Activity: Beginning with the top line of the listing below, give again every line up to and including the line with "width:72px; height:72px; fill:#fffc;"; pictures do not belong in the copy.

== The data ==

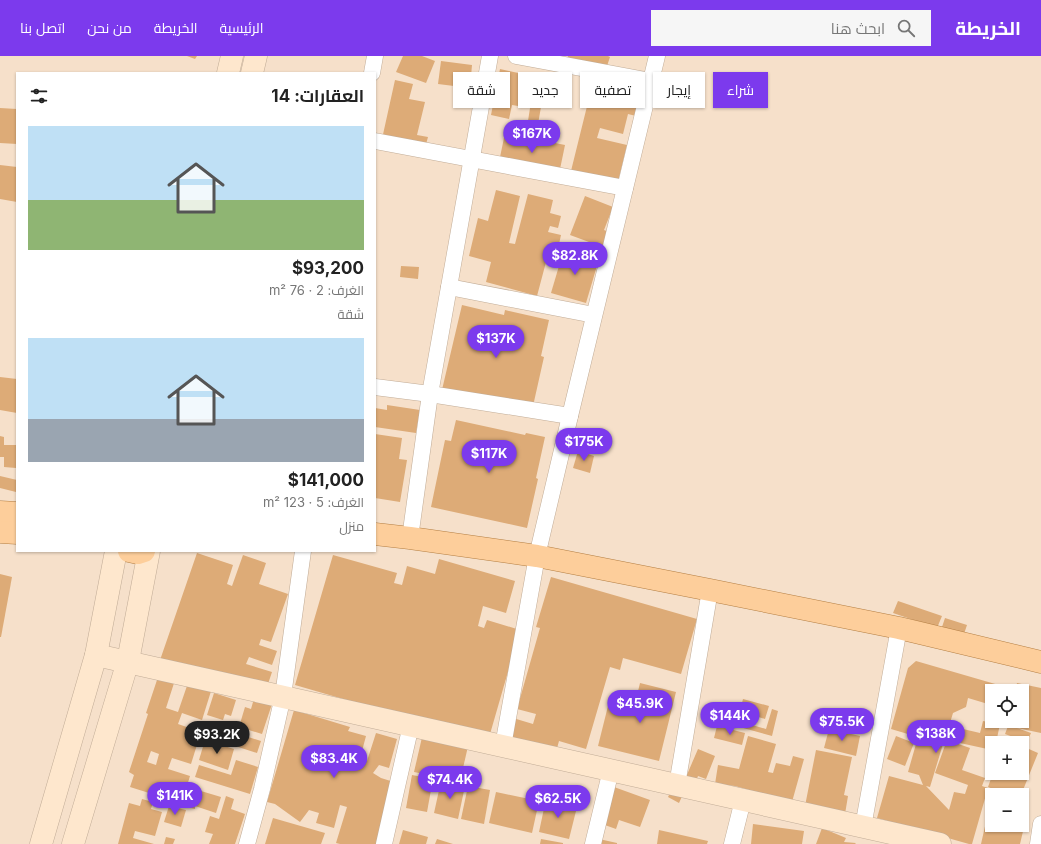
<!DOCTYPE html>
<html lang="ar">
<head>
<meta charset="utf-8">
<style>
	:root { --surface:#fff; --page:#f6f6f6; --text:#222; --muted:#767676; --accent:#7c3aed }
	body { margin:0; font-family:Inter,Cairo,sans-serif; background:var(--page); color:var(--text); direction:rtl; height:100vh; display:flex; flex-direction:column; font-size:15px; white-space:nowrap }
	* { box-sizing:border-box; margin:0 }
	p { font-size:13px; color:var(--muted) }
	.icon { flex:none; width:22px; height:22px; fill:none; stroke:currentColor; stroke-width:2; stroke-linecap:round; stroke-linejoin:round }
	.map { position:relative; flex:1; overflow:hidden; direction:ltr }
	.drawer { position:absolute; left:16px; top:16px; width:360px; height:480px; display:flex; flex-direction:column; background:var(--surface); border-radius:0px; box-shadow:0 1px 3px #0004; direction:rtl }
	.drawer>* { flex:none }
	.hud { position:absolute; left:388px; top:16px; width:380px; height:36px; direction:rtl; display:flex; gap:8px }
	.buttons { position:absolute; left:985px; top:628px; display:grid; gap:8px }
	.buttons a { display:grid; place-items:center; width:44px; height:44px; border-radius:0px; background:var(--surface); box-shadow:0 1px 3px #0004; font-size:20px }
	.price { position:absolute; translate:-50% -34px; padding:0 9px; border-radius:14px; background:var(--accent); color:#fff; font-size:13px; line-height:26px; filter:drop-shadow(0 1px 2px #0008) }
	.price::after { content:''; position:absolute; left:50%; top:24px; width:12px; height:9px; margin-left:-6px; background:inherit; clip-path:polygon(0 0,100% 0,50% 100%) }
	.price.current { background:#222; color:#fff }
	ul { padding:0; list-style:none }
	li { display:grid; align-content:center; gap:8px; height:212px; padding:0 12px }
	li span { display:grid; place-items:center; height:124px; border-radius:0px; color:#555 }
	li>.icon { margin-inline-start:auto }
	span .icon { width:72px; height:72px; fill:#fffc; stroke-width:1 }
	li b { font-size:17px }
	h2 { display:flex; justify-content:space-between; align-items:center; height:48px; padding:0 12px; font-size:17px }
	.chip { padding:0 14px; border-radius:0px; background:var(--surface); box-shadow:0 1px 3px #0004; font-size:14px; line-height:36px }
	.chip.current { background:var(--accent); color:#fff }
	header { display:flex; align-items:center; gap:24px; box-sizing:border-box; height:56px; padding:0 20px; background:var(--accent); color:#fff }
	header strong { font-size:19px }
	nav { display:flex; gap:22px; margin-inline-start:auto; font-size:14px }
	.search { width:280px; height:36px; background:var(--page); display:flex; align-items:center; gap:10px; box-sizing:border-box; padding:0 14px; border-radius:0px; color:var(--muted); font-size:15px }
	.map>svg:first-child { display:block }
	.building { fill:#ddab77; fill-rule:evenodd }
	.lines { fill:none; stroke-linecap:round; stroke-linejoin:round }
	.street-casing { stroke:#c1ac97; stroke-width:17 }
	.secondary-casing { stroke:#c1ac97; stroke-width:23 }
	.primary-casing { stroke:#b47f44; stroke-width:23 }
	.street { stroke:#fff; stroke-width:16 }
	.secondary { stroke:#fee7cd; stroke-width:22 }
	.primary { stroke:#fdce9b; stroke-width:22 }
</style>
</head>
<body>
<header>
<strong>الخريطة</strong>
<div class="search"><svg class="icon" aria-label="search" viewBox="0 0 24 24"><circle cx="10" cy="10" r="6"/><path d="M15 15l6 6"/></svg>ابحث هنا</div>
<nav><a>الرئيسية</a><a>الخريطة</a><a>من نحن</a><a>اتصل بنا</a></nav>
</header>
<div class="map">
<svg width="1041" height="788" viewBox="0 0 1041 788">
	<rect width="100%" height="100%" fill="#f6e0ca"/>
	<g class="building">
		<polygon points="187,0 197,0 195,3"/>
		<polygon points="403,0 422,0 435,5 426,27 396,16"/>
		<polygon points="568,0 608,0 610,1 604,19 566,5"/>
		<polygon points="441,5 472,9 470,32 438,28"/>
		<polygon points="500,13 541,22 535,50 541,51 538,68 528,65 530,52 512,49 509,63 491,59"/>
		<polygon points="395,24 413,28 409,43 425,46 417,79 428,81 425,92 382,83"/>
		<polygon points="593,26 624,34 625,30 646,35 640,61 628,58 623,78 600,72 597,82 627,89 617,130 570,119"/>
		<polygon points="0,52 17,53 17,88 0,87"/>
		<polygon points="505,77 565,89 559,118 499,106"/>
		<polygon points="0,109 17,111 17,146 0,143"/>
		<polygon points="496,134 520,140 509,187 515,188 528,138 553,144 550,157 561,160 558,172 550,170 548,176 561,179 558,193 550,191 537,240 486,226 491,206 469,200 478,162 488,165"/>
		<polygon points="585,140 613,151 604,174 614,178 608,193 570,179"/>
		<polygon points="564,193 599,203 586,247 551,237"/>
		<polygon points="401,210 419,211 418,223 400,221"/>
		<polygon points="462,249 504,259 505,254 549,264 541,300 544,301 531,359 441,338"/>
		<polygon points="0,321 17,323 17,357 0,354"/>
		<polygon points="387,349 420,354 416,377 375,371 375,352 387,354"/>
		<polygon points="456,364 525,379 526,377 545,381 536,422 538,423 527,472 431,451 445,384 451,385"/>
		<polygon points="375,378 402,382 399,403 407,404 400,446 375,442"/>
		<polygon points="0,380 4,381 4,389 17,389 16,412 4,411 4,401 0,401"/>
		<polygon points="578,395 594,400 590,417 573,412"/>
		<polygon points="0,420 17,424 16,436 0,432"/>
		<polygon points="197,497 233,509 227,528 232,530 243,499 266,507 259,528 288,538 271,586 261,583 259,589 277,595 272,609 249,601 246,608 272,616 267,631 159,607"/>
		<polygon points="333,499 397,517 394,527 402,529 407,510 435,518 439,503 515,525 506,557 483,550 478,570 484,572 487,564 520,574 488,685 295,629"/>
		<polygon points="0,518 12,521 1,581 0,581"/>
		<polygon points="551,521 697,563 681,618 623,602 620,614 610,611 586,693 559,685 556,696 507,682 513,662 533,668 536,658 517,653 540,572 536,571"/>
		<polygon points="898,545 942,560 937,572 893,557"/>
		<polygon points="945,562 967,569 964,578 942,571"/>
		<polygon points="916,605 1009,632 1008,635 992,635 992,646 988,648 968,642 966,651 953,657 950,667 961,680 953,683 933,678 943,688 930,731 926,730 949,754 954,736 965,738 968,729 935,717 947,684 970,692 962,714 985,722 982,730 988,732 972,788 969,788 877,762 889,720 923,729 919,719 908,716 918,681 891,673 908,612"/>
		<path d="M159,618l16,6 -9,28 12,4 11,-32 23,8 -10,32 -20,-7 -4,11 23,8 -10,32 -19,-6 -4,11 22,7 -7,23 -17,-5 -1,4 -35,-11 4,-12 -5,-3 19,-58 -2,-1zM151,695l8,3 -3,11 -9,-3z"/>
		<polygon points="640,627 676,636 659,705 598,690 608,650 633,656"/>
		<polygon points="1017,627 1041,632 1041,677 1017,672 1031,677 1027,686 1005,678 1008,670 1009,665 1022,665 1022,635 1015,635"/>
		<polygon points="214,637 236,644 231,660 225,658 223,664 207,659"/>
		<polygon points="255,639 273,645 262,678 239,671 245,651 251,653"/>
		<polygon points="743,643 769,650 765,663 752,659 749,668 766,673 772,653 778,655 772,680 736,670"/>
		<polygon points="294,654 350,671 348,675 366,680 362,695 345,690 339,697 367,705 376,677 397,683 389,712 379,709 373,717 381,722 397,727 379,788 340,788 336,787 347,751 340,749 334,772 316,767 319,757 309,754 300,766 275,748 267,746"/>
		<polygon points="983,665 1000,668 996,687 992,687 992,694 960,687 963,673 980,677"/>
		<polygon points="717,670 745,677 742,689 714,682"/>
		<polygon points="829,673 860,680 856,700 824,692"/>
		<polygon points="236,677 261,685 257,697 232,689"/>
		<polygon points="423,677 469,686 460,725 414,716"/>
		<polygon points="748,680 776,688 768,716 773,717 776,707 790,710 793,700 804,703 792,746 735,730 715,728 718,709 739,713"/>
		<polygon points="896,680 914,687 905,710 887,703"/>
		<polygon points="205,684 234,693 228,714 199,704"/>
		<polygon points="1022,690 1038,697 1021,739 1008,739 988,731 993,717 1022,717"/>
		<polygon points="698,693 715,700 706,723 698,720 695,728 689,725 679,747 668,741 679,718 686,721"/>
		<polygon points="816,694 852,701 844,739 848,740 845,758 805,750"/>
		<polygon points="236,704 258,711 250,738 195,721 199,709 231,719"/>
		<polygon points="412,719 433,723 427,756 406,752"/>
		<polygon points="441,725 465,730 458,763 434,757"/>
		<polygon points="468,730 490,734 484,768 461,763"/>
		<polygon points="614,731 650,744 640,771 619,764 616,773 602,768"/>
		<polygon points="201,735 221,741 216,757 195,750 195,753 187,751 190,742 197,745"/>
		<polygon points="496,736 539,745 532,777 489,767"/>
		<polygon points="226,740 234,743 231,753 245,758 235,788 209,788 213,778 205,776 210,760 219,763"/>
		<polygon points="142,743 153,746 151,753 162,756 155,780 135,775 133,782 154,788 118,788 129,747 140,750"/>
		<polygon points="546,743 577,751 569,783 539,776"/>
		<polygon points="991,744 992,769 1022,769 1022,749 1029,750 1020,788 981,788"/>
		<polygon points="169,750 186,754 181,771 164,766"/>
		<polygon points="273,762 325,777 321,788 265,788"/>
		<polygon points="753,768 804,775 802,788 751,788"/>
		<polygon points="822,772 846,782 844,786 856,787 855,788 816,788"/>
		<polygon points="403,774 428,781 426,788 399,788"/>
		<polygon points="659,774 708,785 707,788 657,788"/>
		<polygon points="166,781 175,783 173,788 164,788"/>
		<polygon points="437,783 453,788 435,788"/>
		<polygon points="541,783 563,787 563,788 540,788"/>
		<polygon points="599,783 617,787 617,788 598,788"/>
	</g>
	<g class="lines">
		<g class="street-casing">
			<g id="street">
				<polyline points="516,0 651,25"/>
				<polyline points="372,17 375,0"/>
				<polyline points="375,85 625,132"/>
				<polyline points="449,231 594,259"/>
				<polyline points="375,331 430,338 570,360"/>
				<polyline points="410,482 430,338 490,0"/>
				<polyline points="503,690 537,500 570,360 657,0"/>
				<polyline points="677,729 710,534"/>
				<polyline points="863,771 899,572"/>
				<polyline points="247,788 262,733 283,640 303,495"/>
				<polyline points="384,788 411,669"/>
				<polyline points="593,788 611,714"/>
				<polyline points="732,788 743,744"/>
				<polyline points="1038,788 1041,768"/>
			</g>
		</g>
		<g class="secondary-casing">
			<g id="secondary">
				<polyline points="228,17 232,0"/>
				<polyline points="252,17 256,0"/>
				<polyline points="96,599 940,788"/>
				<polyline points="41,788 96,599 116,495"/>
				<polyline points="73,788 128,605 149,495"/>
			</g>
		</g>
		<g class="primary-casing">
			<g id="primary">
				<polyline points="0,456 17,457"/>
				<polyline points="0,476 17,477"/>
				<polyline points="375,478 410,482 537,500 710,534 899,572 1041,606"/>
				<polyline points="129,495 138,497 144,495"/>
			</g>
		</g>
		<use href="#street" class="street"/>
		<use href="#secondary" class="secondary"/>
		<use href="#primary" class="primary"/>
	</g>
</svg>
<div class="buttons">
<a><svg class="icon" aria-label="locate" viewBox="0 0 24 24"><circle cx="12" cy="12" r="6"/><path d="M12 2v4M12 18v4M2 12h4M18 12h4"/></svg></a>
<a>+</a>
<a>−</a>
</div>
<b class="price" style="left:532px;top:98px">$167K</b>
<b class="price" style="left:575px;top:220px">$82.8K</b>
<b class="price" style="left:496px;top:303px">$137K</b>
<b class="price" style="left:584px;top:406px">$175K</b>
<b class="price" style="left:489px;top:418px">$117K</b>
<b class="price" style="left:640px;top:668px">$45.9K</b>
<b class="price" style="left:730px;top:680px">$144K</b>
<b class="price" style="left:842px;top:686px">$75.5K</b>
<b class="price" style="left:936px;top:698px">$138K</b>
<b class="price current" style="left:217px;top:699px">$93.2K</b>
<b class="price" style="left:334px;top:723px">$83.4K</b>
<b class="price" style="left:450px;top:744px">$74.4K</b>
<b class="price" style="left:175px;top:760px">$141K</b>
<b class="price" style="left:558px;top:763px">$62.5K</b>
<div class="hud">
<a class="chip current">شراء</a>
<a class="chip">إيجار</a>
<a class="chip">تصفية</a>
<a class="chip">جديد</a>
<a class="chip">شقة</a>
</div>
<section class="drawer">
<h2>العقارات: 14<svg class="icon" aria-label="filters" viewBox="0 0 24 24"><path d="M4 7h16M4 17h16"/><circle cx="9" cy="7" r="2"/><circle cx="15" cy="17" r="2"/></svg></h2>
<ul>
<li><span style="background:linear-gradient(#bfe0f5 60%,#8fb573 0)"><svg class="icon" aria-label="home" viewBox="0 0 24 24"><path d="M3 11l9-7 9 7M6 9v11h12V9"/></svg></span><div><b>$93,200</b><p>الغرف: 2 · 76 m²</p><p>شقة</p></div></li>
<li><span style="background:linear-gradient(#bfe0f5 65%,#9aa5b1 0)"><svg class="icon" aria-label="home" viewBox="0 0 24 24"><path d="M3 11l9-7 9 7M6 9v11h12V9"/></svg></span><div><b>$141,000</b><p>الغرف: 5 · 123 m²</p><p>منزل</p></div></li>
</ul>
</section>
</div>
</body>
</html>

===

Response area:
<!DOCTYPE html>
<html lang="ar">
<head>
<meta charset="utf-8">
<style>
	:root { --surface:#fff; --page:#f6f6f6; --text:#222; --muted:#767676; --accent:#7c3aed }
	body { margin:0; font-family:Inter,Cairo,sans-serif; background:var(--page); color:var(--text); direction:rtl; height:100vh; display:flex; flex-direction:column; font-size:15px; white-space:nowrap }
	* { box-sizing:border-box; margin:0 }
	p { font-size:13px; color:var(--muted) }
	.icon { flex:none; width:22px; height:22px; fill:none; stroke:currentColor; stroke-width:2; stroke-linecap:round; stroke-linejoin:round }
	.map { position:relative; flex:1; overflow:hidden; direction:ltr }
	.drawer { position:absolute; left:16px; top:16px; width:360px; height:480px; display:flex; flex-direction:column; background:var(--surface); border-radius:0px; box-shadow:0 1px 3px #0004; direction:rtl }
	.drawer>* { flex:none }
	.hud { position:absolute; left:388px; top:16px; width:380px; height:36px; direction:rtl; display:flex; gap:8px }
	.buttons { position:absolute; left:985px; top:628px; display:grid; gap:8px }
	.buttons a { display:grid; place-items:center; width:44px; height:44px; border-radius:0px; background:var(--surface); box-shadow:0 1px 3px #0004; font-size:20px }
	.price { position:absolute; translate:-50% -34px; padding:0 9px; border-radius:14px; background:var(--accent); color:#fff; font-size:13px; line-height:26px; filter:drop-shadow(0 1px 2px #0008) }
	.price::after { content:''; position:absolute; left:50%; top:24px; width:12px; height:9px; margin-left:-6px; background:inherit; clip-path:polygon(0 0,100% 0,50% 100%) }
	.price.current { background:#222; color:#fff }
	ul { padding:0; list-style:none }
	li { display:grid; align-content:center; gap:8px; height:212px; padding:0 12px }
	li span { display:grid; place-items:center; height:124px; border-radius:0px; color:#555 }
	li>.icon { margin-inline-start:auto }
	span .icon { width:72px; height:72px; fill:#fffc; stroke-width:1 }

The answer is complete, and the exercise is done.